Friday, February 25, 2011

Fringe 3.14: "6B"

“I’m terrified. That I can’t fix this. That this is just who I am.”
-Olivia

I found “6B” to be the most compelling episode the “Fringe” team has produced in the new year. It was hard for me to take down notes to form the basis of this post as I watched because I was just that drawn into everything that was happening. It was a really beautiful episode, and it was perfect for Valentine’s Day, right down to the heart that appeared in the final glyph graphic at the end of the episode. I mean, given the events of the last episode, I know this all has to implode eventually, probably sooner rather than later. There is the fetus over on the Other Side that will not be spoken of again until it’s relevant to the plot.
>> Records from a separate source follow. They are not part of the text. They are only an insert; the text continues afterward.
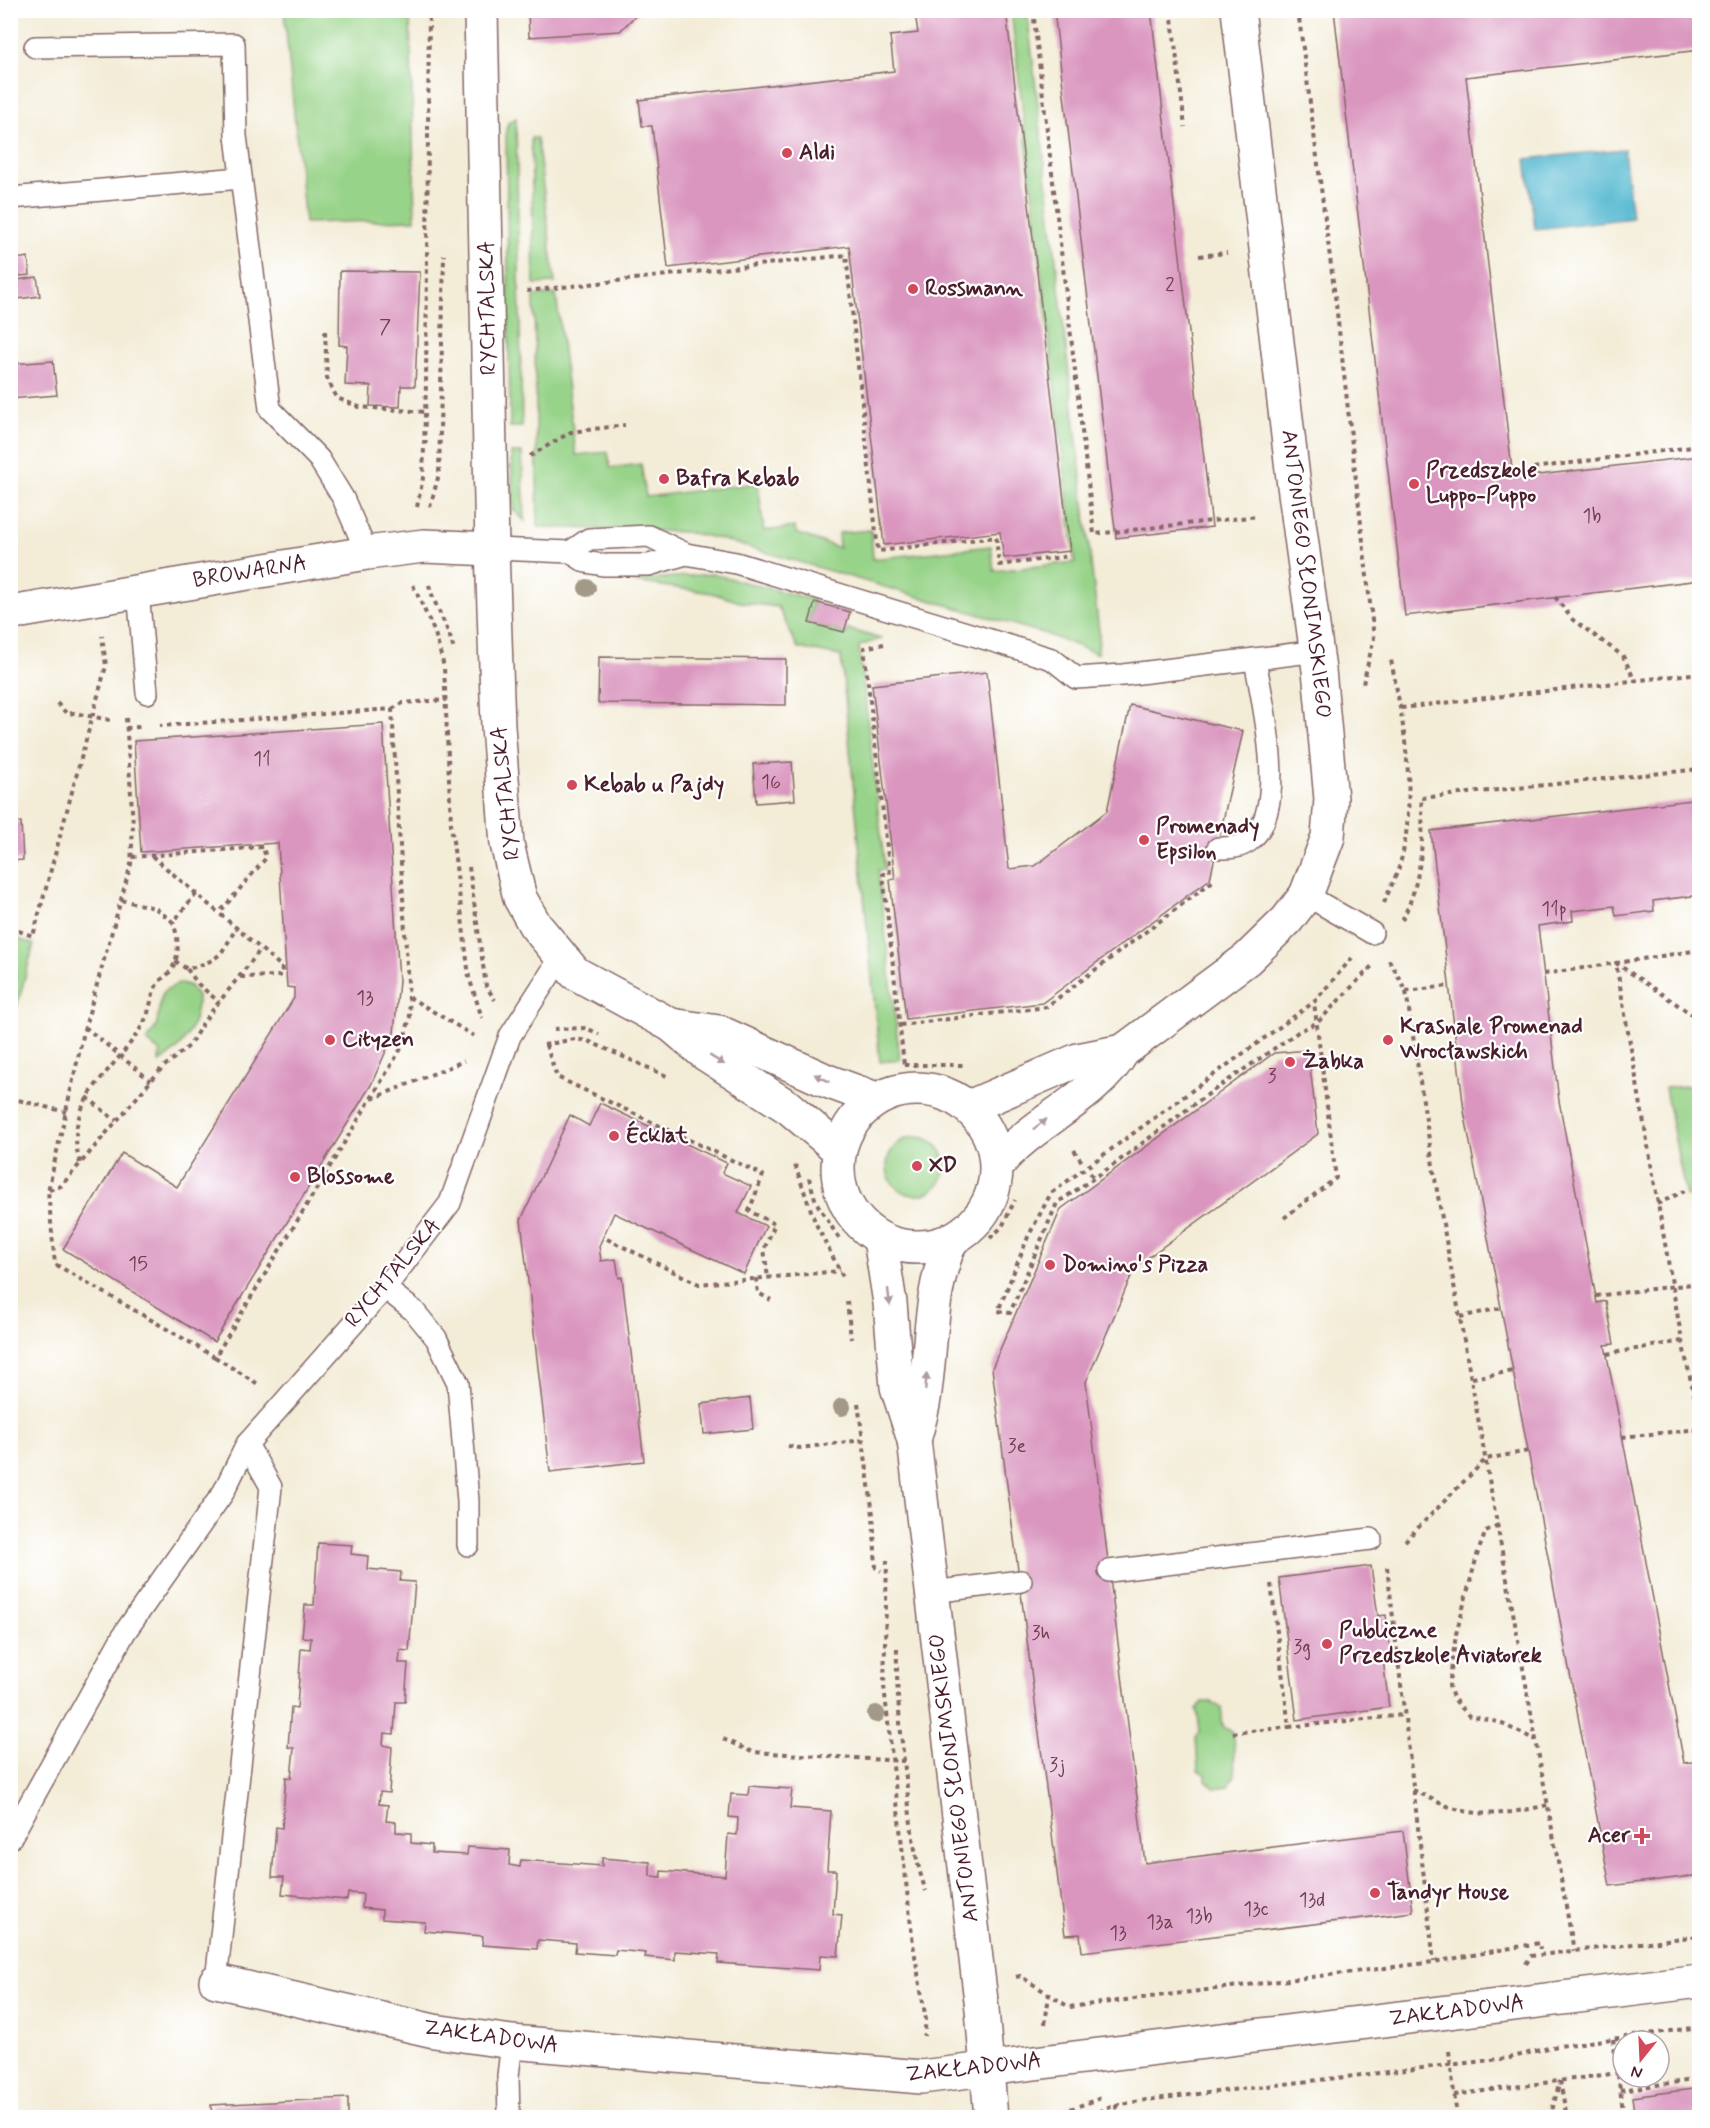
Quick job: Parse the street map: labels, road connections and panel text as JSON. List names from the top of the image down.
{
  "streets": {
    "street": [
      "RYCHTALSKA",
      "BROWARNA",
      "ANTONIEGO SŁONIMSKIEGO",
      "ZAKŁADOWA"
    ]
  },
  "crossings": [
    ["RYCHTALSKA", "BROWARNA"],
    ["ANTONIEGO SŁONIMSKIEGO", "ZAKŁADOWA"]
  ],
  "places": {
    "other": [
      "Aldi",
      "Rossmann",
      "Bafra Kebab",
      "Przedszkole Luppo-Puppo",
      "Kebab u Pajdy",
      "Promenady Epsilon",
      "Cityzen",
      "Krasnale Promenad Wrocławskich",
      "Żabka",
      "Écklat",
      "XD",
      "Blossome",
      "Domino's Pizza",
      "Publiczne Przedszkole Aviatorek",
      "Tandyr House"
    ],
    "health": ["Acer"]
  },
  "house_numbers": [
    "2",
    "7",
    "1b",
    "11",
    "16",
    "11p",
    "13",
    "3",
    "15",
    "3e",
    "3h",
    "3g",
    "3j",
    "13d",
    "13c",
    "13b",
    "13a",
    "13"
  ],
  "north": "bottom"
}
You can bet that will at least give Peter some pause when he finds out about it. Speaking of Peter, it seemed like the moody, weaponized Peter of “Reciprocity” is gone, at least for now. I wonder if that was bad writing, or if the machine only affects him temporarily when he gets too close to it. Or I guess it could be that he doesn’t have any shapeshifters left to kill at the moment.
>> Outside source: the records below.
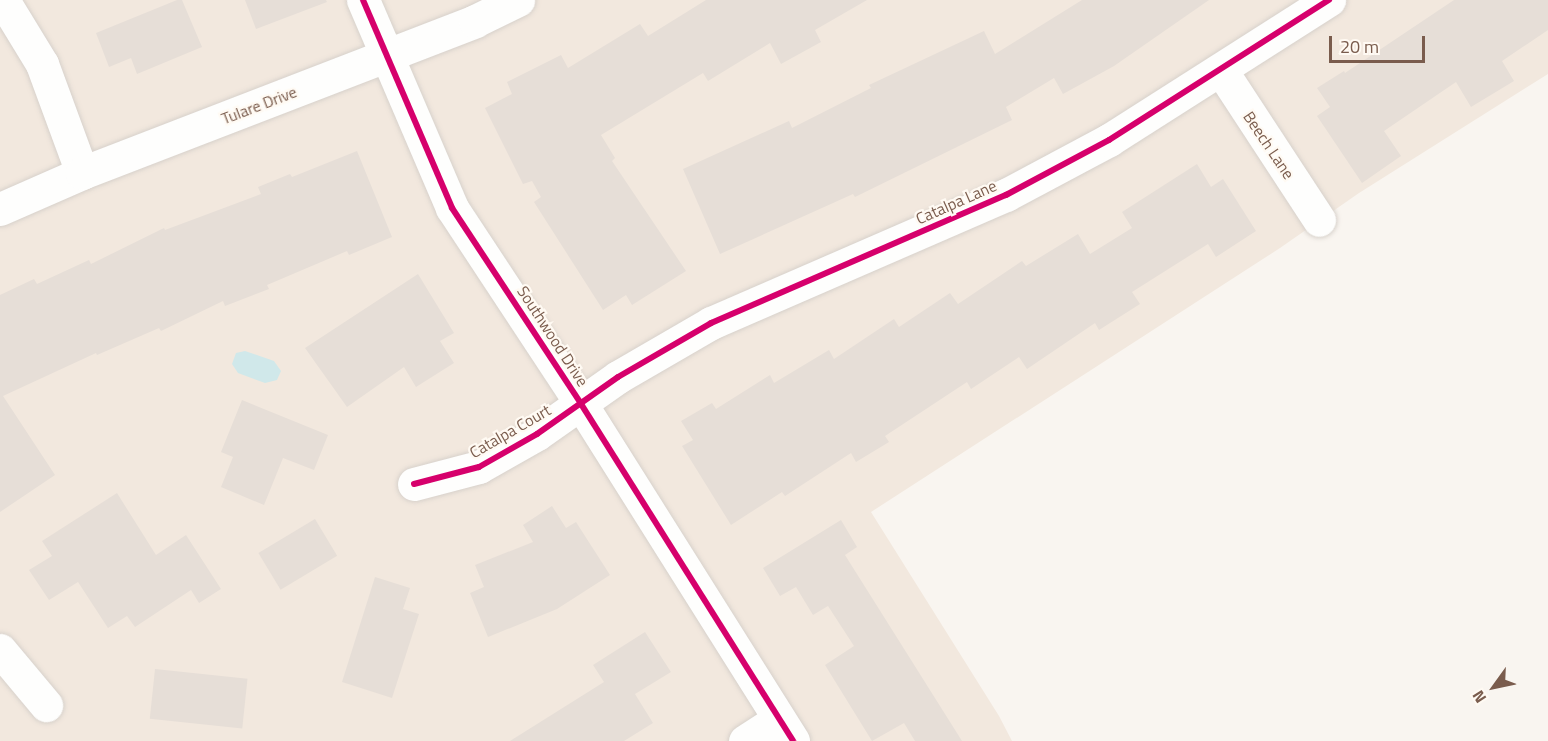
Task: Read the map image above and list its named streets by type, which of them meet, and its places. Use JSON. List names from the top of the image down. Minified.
{"streets":{"street":["Tulare Drive","Beech Lane","Catalpa Lane","Southwood Drive","Catalpa Court"]},"crossings":[["Tulare Drive","Southwood Drive"],["Beech Lane","Catalpa Lane"],["Catalpa Lane","Southwood Drive"],["Catalpa Lane","Catalpa Court"],["Southwood Drive","Catalpa Court"]],"scale_bar":"20 m","north":"bottom left"}
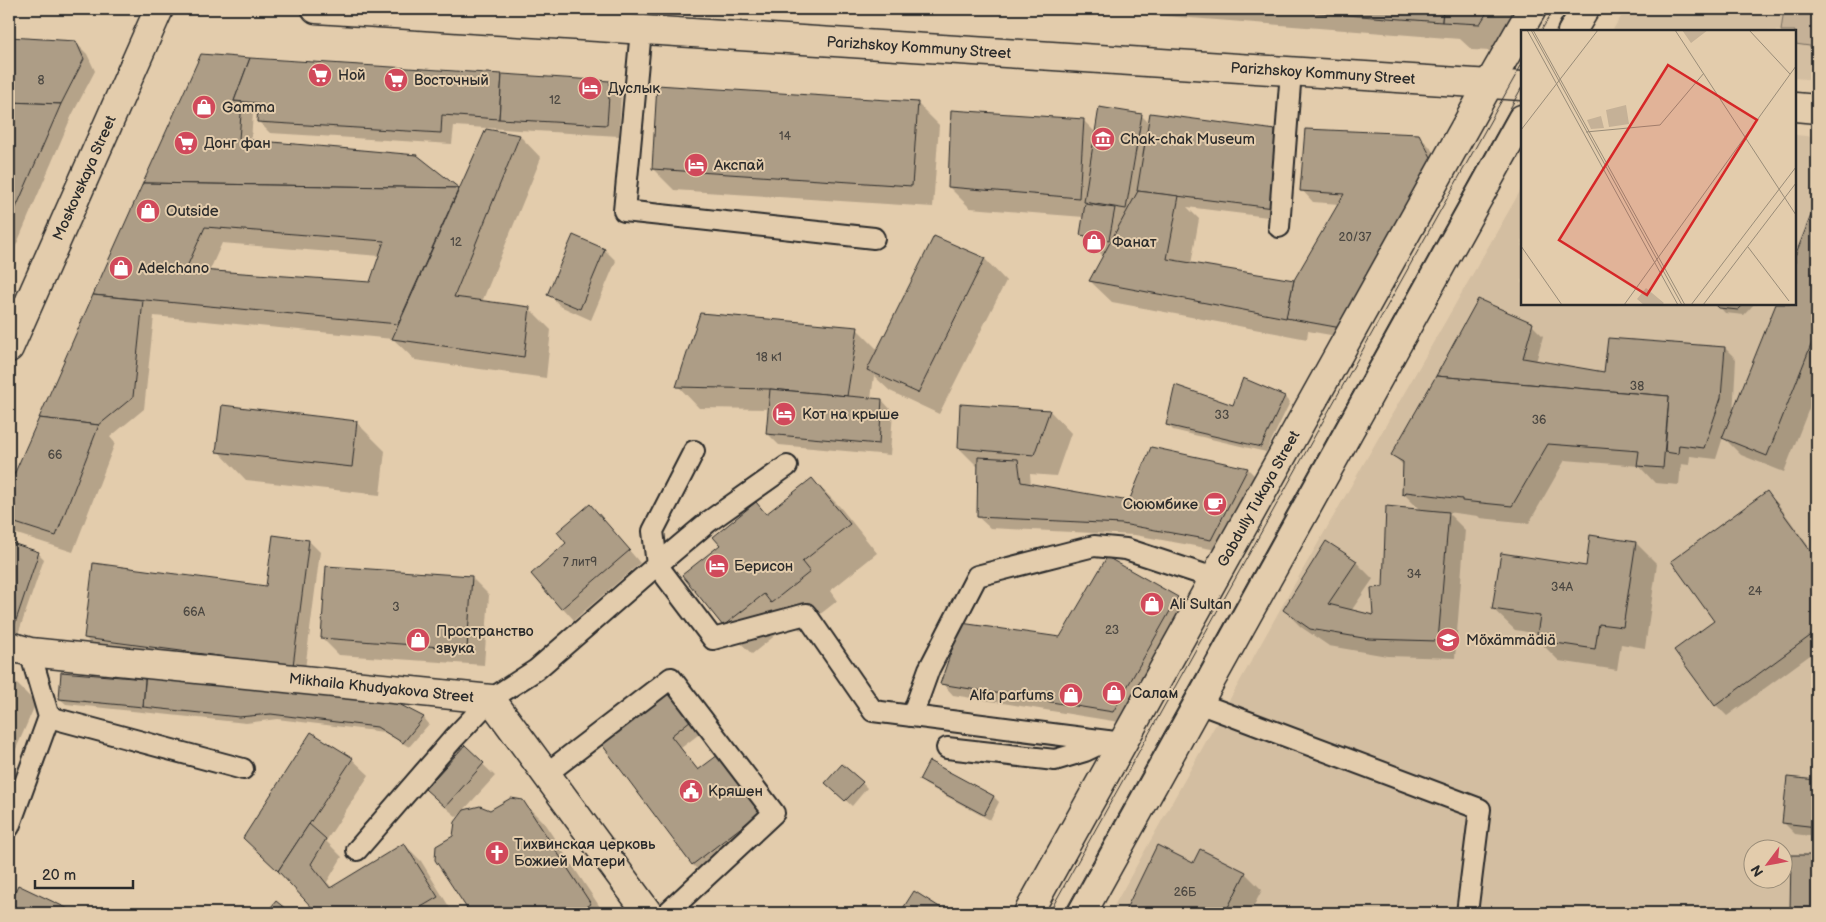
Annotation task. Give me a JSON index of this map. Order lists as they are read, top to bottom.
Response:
{
  "streets": {
    "street": [
      "Parizhskoy Kommuny Street",
      "Moskovskaya Street",
      "Gabdully Tukaya Street",
      "Mikhaila Khudyakova Street"
    ]
  },
  "crossings": [
    ["Parizhskoy Kommuny Street", "Gabdully Tukaya Street"]
  ],
  "places": {
    "supermarket": ["Ной", "Восточный", "Донг фан"],
    "hotel": [
      "Дуслык",
      "Акспай",
      "Кот на крыше",
      "Берисон"
    ],
    "shop": [
      "Gamma",
      "Outside",
      "Фанат",
      "Adelchano",
      "Ali Sultan",
      "Пространство звука",
      "Салам",
      "Alfa parfums"
    ],
    "museum": ["Chak-chak Museum"],
    "cafe": ["Сююмбике"],
    "school or university": ["Möxämmädiä"],
    "public building": ["Кряшен"],
    "church": ["Тихвинская церковь Божией Матери"]
  },
  "house_numbers": [
    "8",
    "12",
    "14",
    "20/37",
    "12",
    "18 к1",
    "38",
    "33",
    "36",
    "66",
    "7 лит9",
    "34",
    "34А",
    "24",
    "3",
    "66А",
    "23",
    "26Б"
  ],
  "scale_bar": "20 m",
  "north": "bottom left"
}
The opening of “6B” was my favorite introduction to the case of the week that I can remember from this show. It was creepy and haunting in just the right way. A couple is going to a party at a pre-war Brooklyn apartment building. It’s an upscale place, complete with a very friendly doorman. Every bit character was memorable in this episode, from the doorman, to this couple, to the woman hosting the party they are attending. As the couple waits for the elevator up to the party, they are greeted by a woman dragging her suitcases down the stairs. That woman tells the doorman that she’s leaving because of crazy things that have been happening around the building.
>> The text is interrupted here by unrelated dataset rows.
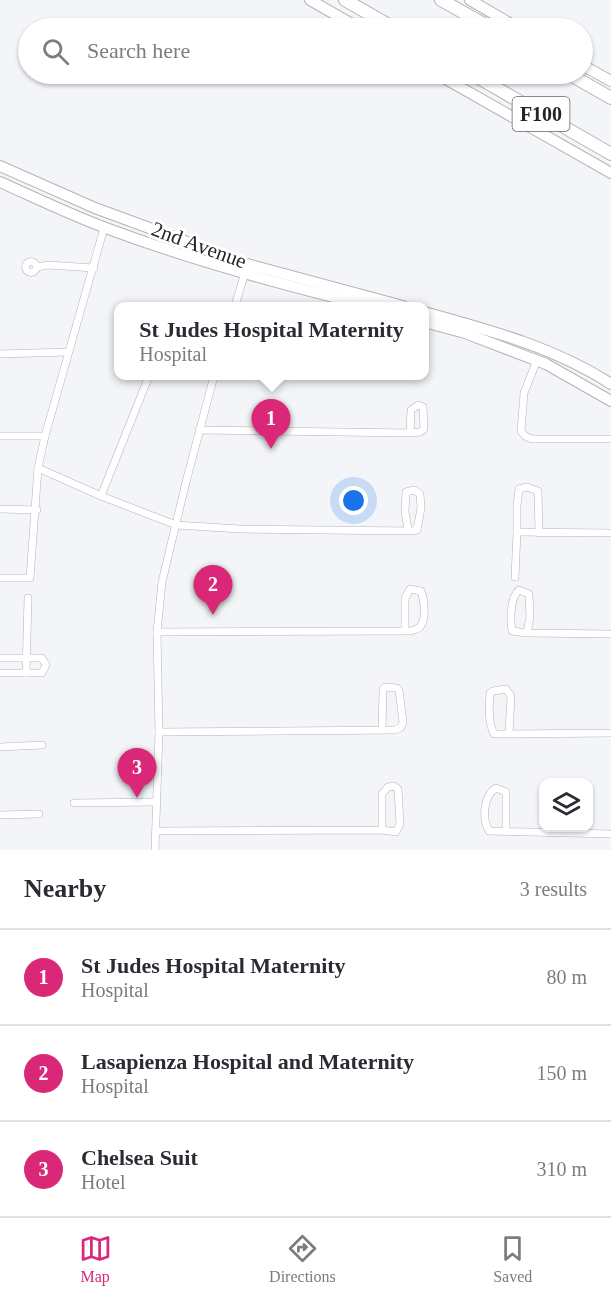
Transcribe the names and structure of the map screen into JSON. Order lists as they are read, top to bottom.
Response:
{
  "streets": {
    "highway": ["F100"],
    "street": ["2nd Avenue"]
  },
  "page": {
    "search": "Search here",
    "popup": ["St Judes Hospital Maternity", "Hospital"],
    "pins": ["1", "2", "3"],
    "heading": ["Nearby", "3 results"],
    "list": [
      {
        "mark": "1",
        "name": "St Judes Hospital Maternity",
        "note": "Hospital",
        "value": "80 m"
      },
      {
        "mark": "2",
        "name": "Lasapienza Hospital and Maternity",
        "note": "Hospital",
        "value": "150 m"
      },
      {
        "mark": "3",
        "name": "Chelsea Suit",
        "note": "Hotel",
        "value": "310 m"
      }
    ],
    "nav": ["Map", "Directions", "Saved"]
  }
}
The couple happily arrives at the party, and the woman from the couple happily introduces her new boyfriend to the party host. The happiness is short lived, though. The happy woman bites into a chicken skewer and goes into anaphylactic shock. Her friend the party host yells for the woman’s boyfriend, and he comes running in from the balcony. As the doorman is hailing the woman with the luggage a cab, a number of bodies fall from the balcony above where the party was taking place. It’s very sudden and jarring and much more carefully executed than many of the typical “Fringe” openings. You had to look very carefully when the allergy drama was going down at the party to see the balcony disappear and people start to fall as the boyfriend rushed to be by his girlfriend’s side.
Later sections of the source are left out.